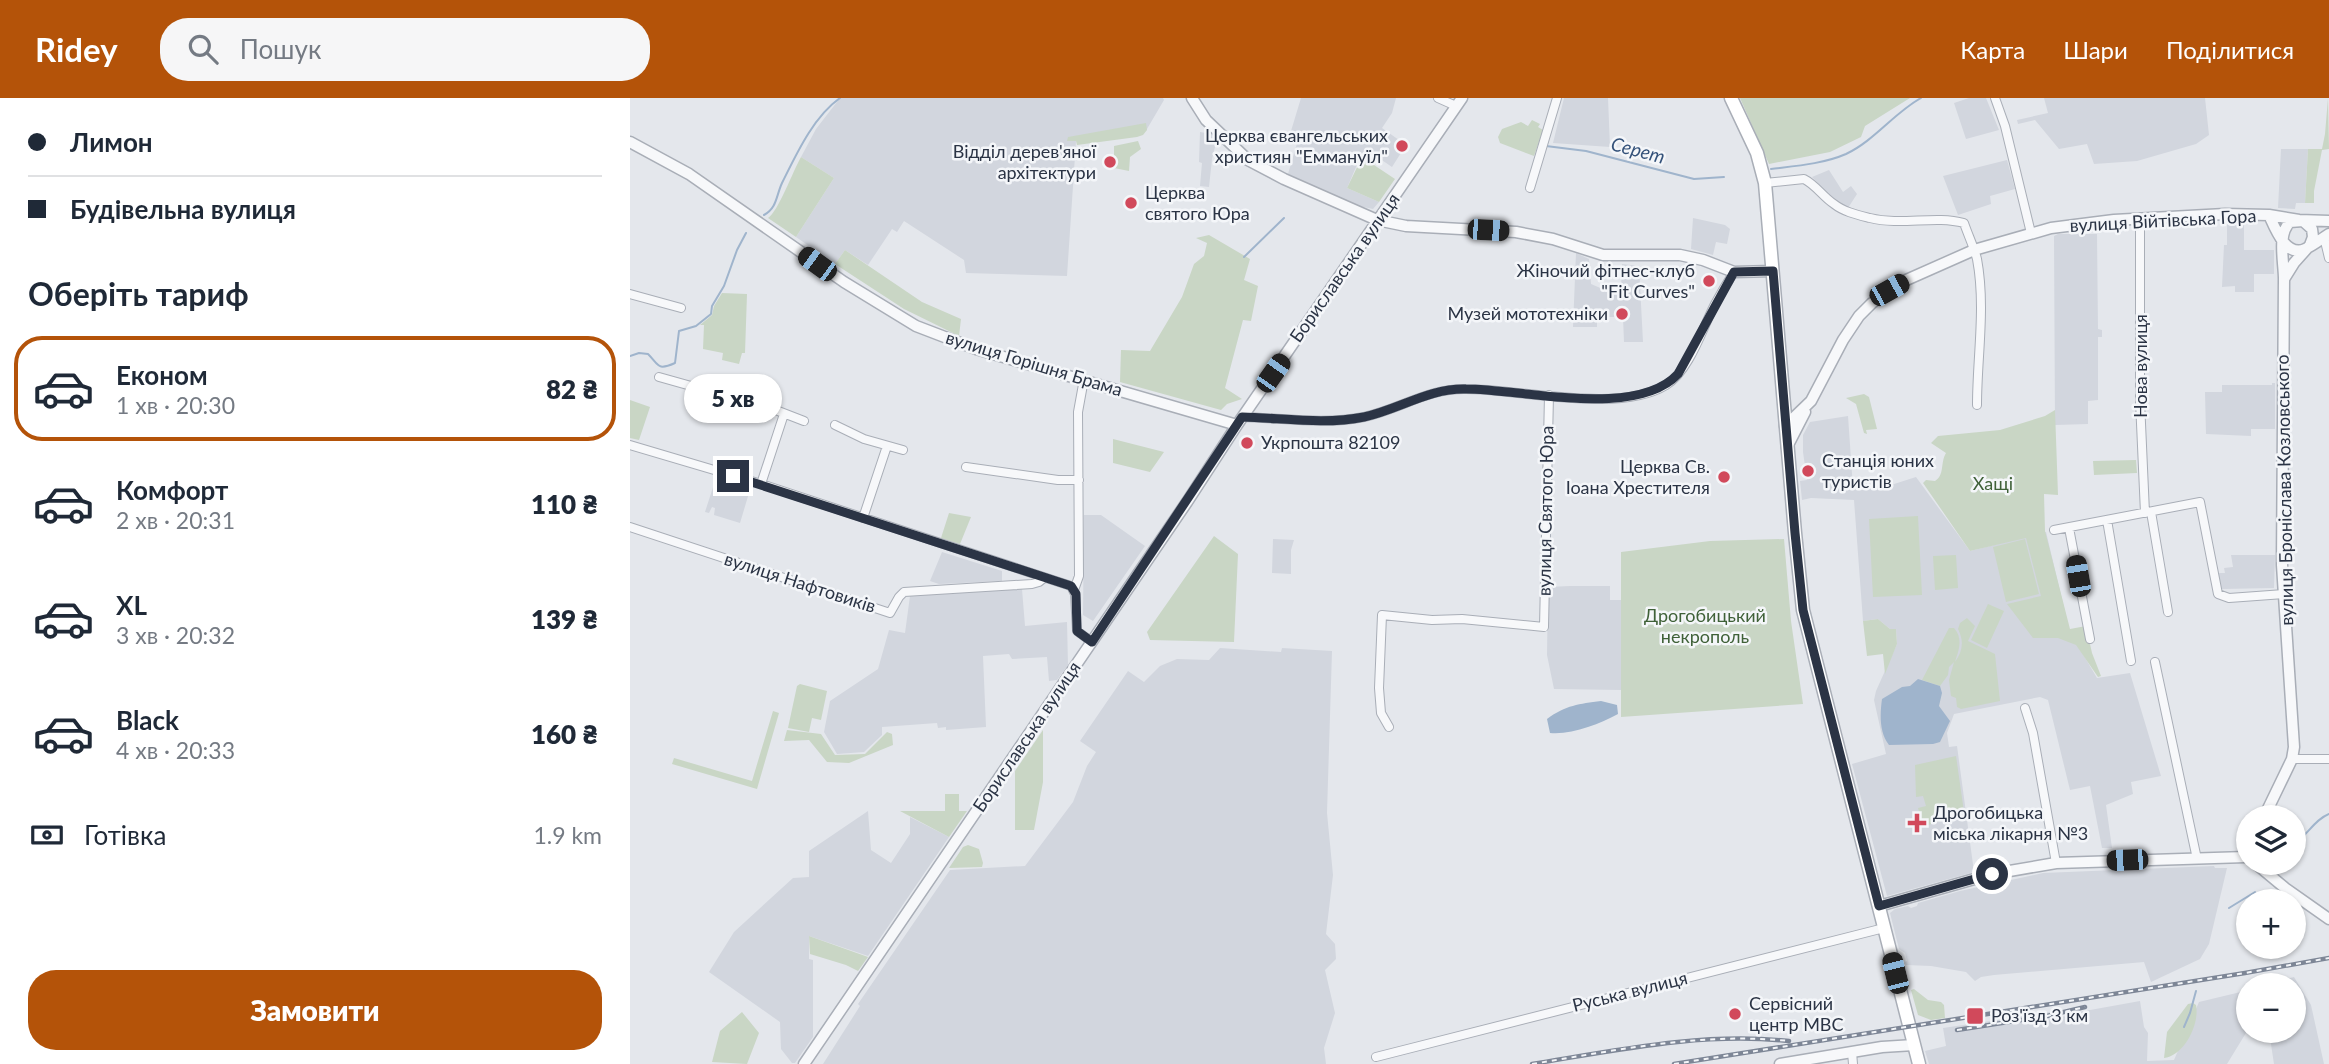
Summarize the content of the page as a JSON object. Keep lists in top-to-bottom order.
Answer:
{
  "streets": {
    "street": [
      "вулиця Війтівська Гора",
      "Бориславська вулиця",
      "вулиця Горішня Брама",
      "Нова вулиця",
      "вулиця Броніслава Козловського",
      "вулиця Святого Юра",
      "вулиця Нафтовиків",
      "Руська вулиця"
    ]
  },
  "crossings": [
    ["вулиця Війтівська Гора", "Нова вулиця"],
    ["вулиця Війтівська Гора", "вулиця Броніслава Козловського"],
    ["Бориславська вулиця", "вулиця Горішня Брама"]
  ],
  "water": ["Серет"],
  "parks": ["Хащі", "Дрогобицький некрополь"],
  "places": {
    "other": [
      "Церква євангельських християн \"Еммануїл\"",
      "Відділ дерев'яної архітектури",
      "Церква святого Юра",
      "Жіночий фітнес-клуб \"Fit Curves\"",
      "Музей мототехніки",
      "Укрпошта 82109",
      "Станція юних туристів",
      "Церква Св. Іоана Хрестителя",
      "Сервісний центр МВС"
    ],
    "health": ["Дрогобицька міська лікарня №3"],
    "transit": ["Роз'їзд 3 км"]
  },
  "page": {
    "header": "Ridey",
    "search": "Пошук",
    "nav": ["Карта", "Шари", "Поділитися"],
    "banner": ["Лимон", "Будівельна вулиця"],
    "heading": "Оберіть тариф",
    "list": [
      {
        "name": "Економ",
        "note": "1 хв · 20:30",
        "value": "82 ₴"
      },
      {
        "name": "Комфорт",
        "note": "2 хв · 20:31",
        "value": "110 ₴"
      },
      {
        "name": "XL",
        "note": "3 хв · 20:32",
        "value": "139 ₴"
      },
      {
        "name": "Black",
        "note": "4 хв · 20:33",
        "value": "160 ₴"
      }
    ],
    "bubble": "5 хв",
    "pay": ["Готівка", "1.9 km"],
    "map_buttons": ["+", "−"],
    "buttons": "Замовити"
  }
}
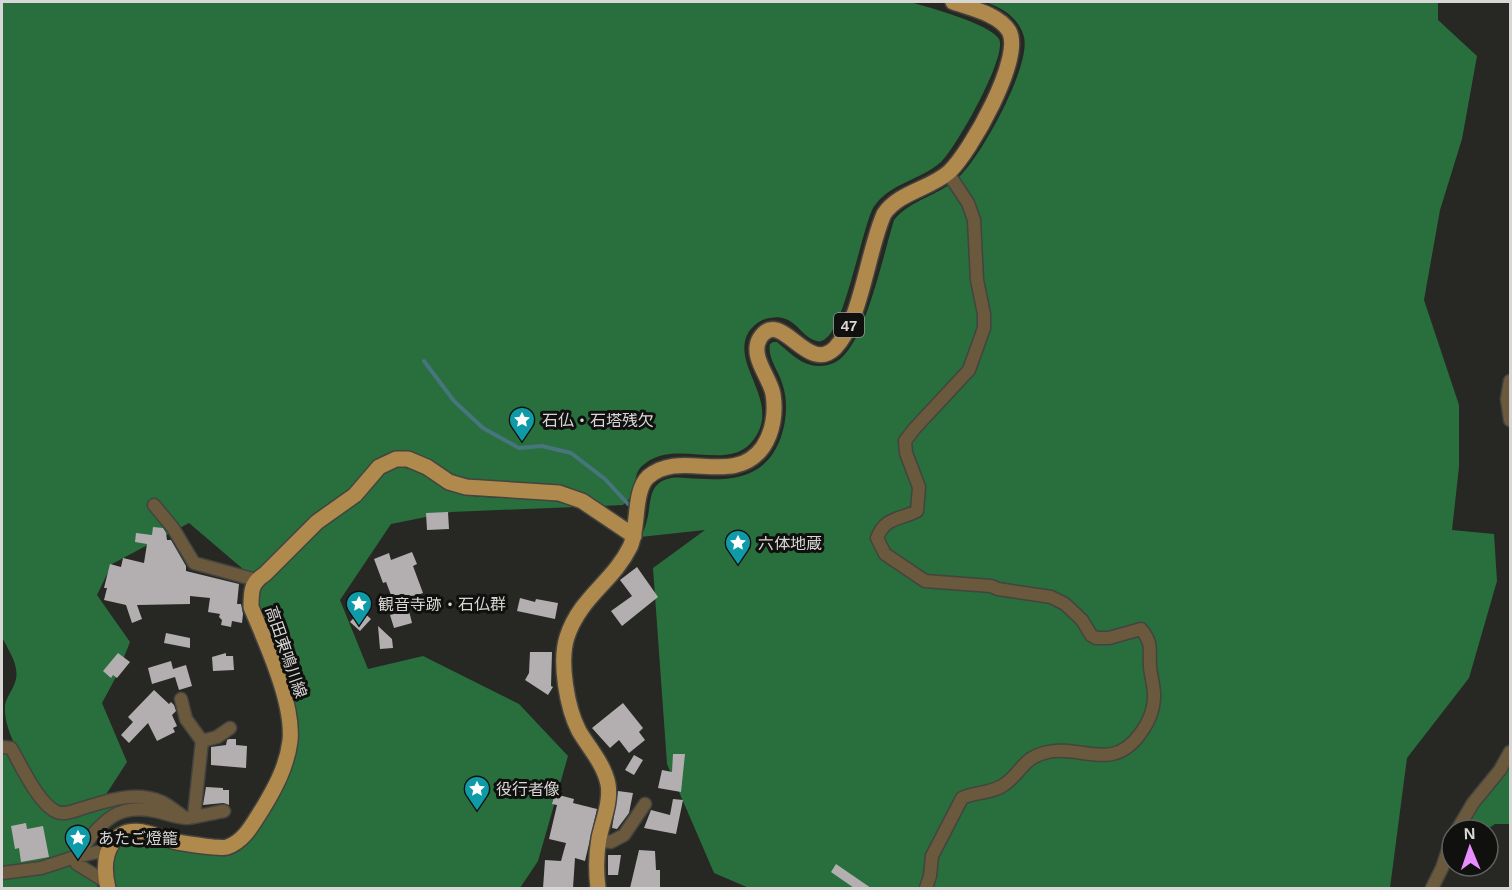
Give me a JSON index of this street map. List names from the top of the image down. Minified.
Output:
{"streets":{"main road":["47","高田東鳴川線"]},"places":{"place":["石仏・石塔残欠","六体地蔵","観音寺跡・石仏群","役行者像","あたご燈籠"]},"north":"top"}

PROBLEM STATEMENT:
From the first line to the last, repeat the material exactly, but drop the pictures.

EXERCISE ANSWER:
Summarize the content of the page as a JSON object. Keep lists in top-to-bottom order.
Answer:
{
  "streets": {
    "street": [
      "вулиця Війтівська Гора",
      "Бориславська вулиця",
      "вулиця Горішня Брама",
      "Нова вулиця",
      "вулиця Броніслава Козловського",
      "вулиця Святого Юра",
      "вулиця Нафтовиків",
      "Руська вулиця"
    ]
  },
  "crossings": [
    ["вулиця Війтівська Гора", "Нова вулиця"],
    ["вулиця Війтівська Гора", "вулиця Броніслава Козловського"],
    ["Бориславська вулиця", "вулиця Горішня Брама"]
  ],
  "water": ["Серет"],
  "parks": ["Хащі", "Дрогобицький некрополь"],
  "places": {
    "other": [
      "Церква євангельських християн \"Еммануїл\"",
      "Відділ дерев'яної архітектури",
      "Церква святого Юра",
      "Жіночий фітнес-клуб \"Fit Curves\"",
      "Музей мототехніки",
      "Укрпошта 82109",
      "Станція юних туристів",
      "Церква Св. Іоана Хрестителя",
      "Сервісний центр МВС"
    ],
    "health": ["Дрогобицька міська лікарня №3"],
    "transit": ["Роз'їзд 3 км"]
  },
  "page": {
    "header": "Ridey",
    "search": "Пошук",
    "nav": ["Карта", "Шари", "Поділитися"],
    "banner": ["Лимон", "Будівельна вулиця"],
    "heading": "Оберіть тариф",
    "list": [
      {
        "name": "Економ",
        "note": "1 хв · 20:30",
        "value": "82 ₴"
      },
      {
        "name": "Комфорт",
        "note": "2 хв · 20:31",
        "value": "110 ₴"
      },
      {
        "name": "XL",
        "note": "3 хв · 20:32",
        "value": "139 ₴"
      },
      {
        "name": "Black",
        "note": "4 хв · 20:33",
        "value": "160 ₴"
      }
    ],
    "bubble": "5 хв",
    "pay": ["Готівка", "1.9 km"],
    "map_buttons": ["+", "−"],
    "buttons": "Замовити"
  }
}
Give me a JSON index of this street map. List names from the top of the image down. Minified.
Output:
{"streets":{"main road":["47","高田東鳴川線"]},"places":{"place":["石仏・石塔残欠","六体地蔵","観音寺跡・石仏群","役行者像","あたご燈籠"]},"north":"top"}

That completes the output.